Mon injonction poussa cette petite teigne à redoubler de puissance et d'application, lançant avec un succès diabolique sur ce pauvre Poverello ses trois figurines Powerman, ses cinq marionnettes grenouille, et ses trois peluches Télébuddies... des jouets qui auraient d'ailleurs dû paraitre familiers à celui qui les recevait... C'est alors que je LE vis. Un crachat. Un immonde crachat jaune et gluant. D'un geste, je sortis mon balai télescopique, mon seau, et ma serpillère, et inspectai le crachat. D'après le calcul de la trajectoire, il émanait de...

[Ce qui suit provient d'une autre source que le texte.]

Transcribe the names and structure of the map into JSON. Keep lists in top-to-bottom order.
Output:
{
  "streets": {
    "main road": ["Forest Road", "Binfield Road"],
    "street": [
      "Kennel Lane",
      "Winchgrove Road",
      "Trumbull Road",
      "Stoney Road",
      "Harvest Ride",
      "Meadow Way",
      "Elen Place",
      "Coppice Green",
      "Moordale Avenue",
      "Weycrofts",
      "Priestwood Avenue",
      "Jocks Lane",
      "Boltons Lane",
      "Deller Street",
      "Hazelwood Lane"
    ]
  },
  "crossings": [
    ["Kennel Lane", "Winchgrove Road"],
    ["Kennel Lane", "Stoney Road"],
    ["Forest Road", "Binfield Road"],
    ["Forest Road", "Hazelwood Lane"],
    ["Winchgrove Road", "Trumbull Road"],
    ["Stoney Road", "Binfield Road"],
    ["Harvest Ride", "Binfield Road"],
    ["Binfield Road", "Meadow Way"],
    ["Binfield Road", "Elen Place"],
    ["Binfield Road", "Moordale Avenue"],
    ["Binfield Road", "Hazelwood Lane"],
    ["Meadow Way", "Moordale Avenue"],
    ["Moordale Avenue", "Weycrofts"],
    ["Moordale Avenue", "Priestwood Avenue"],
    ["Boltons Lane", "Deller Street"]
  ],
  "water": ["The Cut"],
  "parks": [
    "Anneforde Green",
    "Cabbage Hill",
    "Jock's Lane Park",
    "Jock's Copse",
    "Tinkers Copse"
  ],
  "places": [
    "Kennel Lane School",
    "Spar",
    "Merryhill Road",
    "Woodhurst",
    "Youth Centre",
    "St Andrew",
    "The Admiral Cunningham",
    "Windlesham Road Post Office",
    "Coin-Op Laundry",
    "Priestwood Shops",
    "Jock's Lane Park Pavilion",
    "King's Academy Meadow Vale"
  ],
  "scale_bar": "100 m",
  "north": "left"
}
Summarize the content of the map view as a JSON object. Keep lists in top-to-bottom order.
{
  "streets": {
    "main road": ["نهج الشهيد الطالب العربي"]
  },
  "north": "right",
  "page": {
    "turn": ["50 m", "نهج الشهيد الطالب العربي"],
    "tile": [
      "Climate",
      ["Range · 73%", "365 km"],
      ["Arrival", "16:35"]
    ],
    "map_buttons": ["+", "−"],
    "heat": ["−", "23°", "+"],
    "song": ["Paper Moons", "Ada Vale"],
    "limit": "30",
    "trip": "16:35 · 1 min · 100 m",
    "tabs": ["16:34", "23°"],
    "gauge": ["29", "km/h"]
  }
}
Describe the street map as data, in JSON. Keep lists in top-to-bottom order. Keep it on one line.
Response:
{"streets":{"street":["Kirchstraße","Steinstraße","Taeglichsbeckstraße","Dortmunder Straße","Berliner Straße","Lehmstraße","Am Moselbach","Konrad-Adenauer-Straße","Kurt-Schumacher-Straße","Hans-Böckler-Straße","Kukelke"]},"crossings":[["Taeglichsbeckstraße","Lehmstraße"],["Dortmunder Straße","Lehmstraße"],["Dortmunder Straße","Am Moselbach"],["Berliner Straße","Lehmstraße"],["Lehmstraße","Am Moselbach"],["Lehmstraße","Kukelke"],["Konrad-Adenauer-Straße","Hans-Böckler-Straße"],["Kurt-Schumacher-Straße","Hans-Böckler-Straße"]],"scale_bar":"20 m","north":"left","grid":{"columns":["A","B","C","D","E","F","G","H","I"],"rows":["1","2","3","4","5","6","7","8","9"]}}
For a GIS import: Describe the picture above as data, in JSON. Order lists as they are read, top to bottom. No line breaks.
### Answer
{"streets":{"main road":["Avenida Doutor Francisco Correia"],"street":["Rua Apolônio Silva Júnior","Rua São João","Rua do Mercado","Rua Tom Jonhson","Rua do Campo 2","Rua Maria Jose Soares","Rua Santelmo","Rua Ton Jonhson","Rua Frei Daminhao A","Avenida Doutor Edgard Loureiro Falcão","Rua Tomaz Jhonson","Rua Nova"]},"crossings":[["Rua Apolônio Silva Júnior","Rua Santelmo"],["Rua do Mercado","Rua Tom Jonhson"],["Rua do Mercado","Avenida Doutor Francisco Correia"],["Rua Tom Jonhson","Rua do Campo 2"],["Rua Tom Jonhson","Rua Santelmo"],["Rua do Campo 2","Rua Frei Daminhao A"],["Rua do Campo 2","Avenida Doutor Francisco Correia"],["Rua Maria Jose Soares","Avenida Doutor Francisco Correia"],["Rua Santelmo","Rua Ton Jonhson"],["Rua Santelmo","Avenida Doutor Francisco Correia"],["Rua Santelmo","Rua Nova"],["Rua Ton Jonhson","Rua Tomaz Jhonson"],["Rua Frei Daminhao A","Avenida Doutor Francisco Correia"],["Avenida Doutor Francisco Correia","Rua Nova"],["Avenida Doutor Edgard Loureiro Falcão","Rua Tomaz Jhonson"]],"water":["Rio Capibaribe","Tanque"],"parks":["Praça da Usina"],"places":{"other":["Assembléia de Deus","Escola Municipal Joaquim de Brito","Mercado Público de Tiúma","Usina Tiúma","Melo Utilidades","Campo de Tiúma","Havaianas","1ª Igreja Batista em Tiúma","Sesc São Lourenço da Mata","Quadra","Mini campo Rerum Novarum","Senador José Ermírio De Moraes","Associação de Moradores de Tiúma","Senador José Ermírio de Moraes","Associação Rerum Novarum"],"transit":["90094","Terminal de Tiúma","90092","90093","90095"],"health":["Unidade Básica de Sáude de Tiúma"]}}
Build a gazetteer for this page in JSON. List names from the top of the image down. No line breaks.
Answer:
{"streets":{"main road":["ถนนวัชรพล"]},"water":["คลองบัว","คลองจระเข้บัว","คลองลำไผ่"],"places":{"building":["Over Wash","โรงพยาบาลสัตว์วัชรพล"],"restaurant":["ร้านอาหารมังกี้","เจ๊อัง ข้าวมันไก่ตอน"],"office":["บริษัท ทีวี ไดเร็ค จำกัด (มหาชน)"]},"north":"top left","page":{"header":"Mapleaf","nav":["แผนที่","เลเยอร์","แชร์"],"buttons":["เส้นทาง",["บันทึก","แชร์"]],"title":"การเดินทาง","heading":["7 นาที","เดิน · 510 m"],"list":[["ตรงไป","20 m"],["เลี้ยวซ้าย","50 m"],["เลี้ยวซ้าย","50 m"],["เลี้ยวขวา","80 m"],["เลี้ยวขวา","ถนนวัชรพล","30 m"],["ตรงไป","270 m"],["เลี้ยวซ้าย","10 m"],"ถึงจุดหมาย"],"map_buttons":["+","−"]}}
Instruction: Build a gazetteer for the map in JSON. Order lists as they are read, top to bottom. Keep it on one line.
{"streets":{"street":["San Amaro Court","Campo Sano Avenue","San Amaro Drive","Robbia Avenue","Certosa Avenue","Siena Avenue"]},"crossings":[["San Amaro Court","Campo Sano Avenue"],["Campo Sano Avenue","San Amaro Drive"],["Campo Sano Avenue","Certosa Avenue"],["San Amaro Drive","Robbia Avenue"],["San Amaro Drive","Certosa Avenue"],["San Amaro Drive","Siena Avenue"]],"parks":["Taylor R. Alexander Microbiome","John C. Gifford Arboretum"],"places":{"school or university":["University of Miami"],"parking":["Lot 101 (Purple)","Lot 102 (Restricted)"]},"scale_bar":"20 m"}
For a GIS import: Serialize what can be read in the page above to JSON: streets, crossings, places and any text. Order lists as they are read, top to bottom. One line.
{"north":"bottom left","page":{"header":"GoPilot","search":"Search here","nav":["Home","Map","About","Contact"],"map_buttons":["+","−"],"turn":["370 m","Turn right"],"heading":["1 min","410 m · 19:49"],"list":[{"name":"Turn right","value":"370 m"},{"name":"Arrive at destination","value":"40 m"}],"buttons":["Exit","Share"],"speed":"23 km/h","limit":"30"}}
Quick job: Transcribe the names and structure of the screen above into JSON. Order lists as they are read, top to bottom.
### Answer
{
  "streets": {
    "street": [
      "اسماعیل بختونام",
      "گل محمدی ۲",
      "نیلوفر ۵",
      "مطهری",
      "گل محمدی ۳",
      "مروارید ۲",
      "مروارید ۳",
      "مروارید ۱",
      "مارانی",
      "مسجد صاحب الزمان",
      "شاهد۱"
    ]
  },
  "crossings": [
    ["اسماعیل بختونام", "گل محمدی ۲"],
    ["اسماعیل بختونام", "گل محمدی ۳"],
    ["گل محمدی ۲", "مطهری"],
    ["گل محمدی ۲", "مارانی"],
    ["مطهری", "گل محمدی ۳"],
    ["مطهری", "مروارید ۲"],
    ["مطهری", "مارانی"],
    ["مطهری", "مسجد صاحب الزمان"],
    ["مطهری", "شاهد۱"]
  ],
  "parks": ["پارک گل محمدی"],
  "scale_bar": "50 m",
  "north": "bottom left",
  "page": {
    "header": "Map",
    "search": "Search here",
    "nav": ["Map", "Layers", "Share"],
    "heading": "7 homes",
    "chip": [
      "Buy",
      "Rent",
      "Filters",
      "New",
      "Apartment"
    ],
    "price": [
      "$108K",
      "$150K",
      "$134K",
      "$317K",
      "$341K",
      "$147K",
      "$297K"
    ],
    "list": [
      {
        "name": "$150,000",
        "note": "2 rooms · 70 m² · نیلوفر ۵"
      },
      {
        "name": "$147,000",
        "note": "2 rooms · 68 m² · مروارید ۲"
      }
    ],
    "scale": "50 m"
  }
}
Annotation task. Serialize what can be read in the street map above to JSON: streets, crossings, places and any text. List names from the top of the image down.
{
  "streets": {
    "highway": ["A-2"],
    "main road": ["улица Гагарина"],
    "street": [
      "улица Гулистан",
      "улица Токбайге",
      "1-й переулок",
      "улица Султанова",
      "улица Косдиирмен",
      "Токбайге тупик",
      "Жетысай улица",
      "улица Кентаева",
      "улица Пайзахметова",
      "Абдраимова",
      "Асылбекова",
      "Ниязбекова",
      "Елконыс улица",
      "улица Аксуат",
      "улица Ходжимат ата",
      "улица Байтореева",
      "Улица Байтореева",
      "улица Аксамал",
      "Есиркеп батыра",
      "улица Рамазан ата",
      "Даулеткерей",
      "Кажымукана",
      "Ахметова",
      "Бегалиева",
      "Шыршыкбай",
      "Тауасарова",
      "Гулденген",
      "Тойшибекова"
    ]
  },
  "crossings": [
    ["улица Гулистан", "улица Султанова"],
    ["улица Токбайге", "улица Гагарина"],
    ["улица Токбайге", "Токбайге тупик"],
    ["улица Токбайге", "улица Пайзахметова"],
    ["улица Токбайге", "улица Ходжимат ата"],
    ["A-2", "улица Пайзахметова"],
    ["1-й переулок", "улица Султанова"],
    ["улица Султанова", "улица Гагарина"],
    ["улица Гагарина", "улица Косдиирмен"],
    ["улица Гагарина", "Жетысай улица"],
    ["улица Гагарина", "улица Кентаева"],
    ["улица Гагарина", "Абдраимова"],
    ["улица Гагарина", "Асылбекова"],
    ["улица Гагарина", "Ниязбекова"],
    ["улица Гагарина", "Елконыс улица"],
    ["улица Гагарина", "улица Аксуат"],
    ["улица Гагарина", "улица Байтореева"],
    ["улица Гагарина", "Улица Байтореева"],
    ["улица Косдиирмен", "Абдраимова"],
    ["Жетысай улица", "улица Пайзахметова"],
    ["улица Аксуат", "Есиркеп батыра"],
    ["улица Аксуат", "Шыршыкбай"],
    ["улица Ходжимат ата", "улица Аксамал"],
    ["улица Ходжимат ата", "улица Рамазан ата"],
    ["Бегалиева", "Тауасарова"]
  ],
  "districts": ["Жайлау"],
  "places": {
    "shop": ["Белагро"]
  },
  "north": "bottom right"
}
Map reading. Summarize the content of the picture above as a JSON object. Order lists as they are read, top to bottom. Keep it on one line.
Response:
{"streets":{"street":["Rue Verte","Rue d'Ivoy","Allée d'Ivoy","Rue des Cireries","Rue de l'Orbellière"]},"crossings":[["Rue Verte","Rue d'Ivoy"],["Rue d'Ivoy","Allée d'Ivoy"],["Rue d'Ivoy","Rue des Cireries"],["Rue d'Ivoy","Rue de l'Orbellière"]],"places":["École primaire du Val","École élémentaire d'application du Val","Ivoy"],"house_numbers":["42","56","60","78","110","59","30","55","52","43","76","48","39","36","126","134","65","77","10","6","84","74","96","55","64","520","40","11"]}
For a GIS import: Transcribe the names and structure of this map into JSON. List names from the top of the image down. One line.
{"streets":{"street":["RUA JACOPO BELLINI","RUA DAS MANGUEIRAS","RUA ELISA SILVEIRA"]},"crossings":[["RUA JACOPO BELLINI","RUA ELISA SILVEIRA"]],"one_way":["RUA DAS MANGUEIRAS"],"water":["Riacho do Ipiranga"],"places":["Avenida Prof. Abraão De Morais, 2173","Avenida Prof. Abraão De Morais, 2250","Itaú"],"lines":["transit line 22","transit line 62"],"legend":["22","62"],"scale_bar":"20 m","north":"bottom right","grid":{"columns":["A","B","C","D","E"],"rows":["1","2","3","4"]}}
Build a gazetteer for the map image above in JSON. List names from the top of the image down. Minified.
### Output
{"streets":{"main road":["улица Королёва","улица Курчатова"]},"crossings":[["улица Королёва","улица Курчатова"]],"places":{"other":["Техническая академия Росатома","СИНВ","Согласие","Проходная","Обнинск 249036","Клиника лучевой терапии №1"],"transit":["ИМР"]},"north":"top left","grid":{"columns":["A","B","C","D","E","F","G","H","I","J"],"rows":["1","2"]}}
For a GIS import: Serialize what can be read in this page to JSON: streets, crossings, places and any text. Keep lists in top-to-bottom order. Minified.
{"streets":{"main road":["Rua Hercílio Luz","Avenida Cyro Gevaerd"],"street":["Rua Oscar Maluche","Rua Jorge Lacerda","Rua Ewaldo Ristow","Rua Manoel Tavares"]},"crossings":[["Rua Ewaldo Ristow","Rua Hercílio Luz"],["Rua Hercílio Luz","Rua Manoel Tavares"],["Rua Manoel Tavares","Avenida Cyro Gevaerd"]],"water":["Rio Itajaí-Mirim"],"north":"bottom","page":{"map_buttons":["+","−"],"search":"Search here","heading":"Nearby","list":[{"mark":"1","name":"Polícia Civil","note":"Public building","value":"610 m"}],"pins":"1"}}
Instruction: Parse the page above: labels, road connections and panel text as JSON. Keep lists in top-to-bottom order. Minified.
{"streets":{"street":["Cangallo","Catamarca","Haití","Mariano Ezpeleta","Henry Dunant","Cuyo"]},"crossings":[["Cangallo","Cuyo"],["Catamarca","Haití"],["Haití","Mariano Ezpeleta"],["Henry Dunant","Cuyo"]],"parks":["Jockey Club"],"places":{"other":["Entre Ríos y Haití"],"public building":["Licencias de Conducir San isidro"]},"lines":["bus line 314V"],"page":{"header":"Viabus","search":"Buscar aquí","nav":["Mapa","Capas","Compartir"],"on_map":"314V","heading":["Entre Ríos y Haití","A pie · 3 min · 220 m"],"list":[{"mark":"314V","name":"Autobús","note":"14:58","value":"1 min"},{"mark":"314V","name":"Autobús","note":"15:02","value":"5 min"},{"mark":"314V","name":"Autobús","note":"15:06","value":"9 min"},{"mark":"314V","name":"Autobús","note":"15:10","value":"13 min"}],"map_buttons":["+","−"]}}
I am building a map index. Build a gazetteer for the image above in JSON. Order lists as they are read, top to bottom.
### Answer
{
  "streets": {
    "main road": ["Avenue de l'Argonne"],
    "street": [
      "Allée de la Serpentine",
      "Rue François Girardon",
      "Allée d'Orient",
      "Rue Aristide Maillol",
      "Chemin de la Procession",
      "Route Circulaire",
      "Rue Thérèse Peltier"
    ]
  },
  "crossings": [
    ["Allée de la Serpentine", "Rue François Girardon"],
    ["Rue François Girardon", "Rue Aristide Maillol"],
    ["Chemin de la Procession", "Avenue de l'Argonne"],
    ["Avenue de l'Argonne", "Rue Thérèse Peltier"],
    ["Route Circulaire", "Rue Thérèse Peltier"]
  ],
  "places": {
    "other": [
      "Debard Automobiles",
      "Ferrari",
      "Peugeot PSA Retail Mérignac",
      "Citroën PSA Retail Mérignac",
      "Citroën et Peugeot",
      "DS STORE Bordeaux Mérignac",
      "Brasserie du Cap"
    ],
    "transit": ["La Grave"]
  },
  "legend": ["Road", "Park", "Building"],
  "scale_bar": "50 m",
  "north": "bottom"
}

- Dis-donc, le Poverello, ça t'amuse de cracher sur mon beau sol dépoussiéré-lavé-Javelisé-ciré-parfumé?!

Brandissant mon balai tel Zeus la foudre, je ne me retins plus.

- Il sait, le Poverello, COMBIEN... CA M'A PRIS... DE TEMPS... POUR LE... NETTOYER... CE SOL?!

Chacun de mes "..." était ponctué d'un coup de balai (qui était plus destiné à se donner en spectacle qu'à faire mal) à l'intéressé, et il le méritait! Finalement, lassée de taper ce cochon, je m'agenouillai près du crachat, sortis un peu d'Eau de Javel pour en imbiber la serpillère trempée préalablement dans le seau que j'avais rempli d'eau, et frottai énergiquement avec mon balai muni de la serpillère... Ouf! Plus de crachat! Je récupérai rapidement les jouets, et...

- Tiens, Julien, tu peux recommencer, finalement.

Je rendis les jouets à Julien, ramassai mon balai que je rangeai dans mon sac, et pris le seau et la serpillère, avant de gagner l'atelier à l'étage du-dessus pour mettre la serpillère à sécher et vider l'eau. Je suspendis la serpillère à un crochet, ouvris la fenêtre, et inclinai le seau... qui me glissa des mains, avant d'aller s'écraser avec son contenu en contrebas, dans un bruit curieux. Penchant ma tête par-dessus l'ouverture, je regardai en bas et vis... un homme étendu sur le sol, au pied de la fenêtre, trempé et assommé par le seau qui gisait à côté de lui. Oups.

- Euh, Syyyyyyylk? Tu peux venir? Je crois que j'ai fait une bêtise!